▶ [The task]:
Please work out how many lines in the data below contain "Partizánska", and reply with that number alone.

[Stored data]
------------------------------------------------

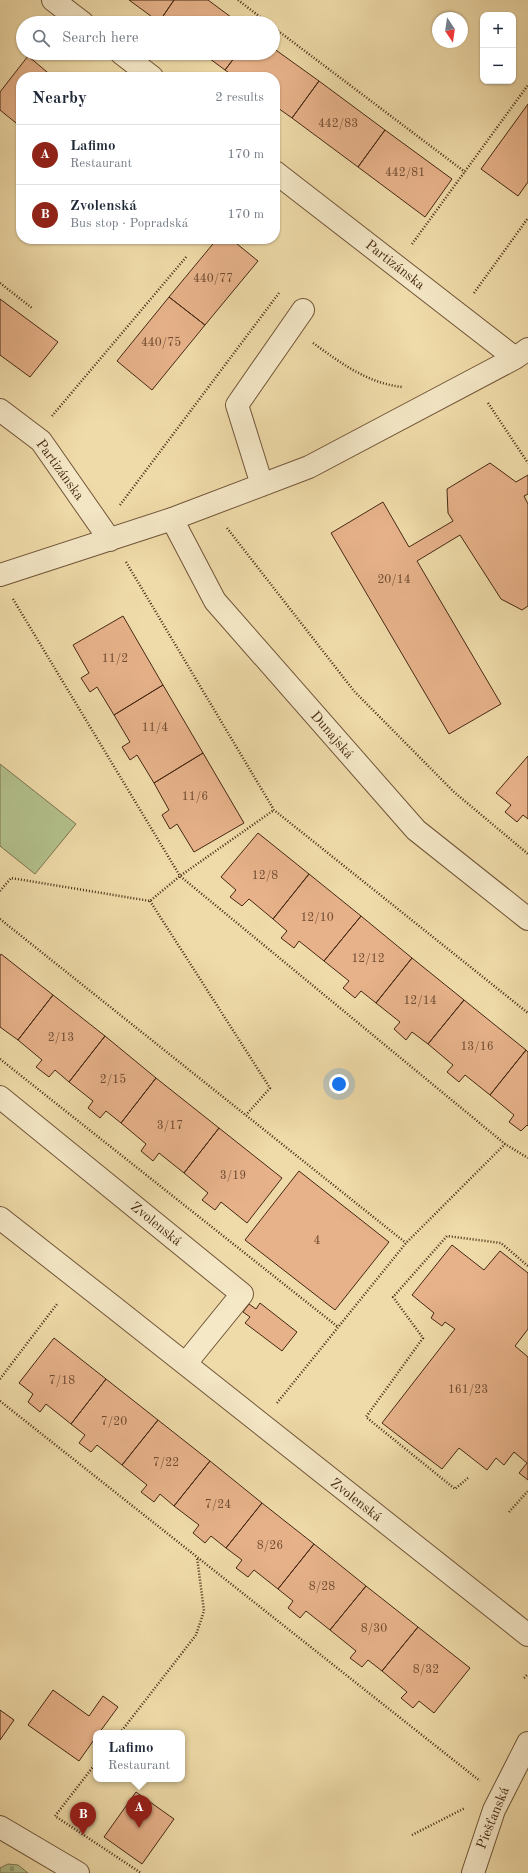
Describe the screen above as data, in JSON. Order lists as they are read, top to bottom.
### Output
{
  "streets": {
    "street": [
      "Partizánska",
      "Dunajská",
      "Zvolenská",
      "Piešťanská"
    ]
  },
  "crossings": [
    ["Partizánska", "Dunajská"]
  ],
  "house_numbers": [
    "442/83",
    "442/81",
    "440/77",
    "440/75",
    "20/14",
    "11/2",
    "11/4",
    "11/6",
    "12/8",
    "12/10",
    "12/12",
    "12/14",
    "2/13",
    "13/16",
    "2/15",
    "3/17",
    "3/19",
    "4",
    "7/18",
    "161/23",
    "7/20",
    "7/22",
    "7/24",
    "8/26",
    "8/28",
    "8/30",
    "8/32"
  ],
  "north": "bottom",
  "page": {
    "map_buttons": ["+", "−"],
    "search": "Search here",
    "heading": ["Nearby", "2 results"],
    "list": [
      {
        "mark": "A",
        "name": "Lafimo",
        "note": "Restaurant",
        "value": "170 m"
      },
      {
        "mark": "B",
        "name": "Zvolenská",
        "note": "Bus stop · Popradská",
        "value": "170 m"
      }
    ],
    "popup": ["Lafimo", "Restaurant"],
    "pins": ["A", "B"]
  }
}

------------------------------------------------

▶ [The answer]:
2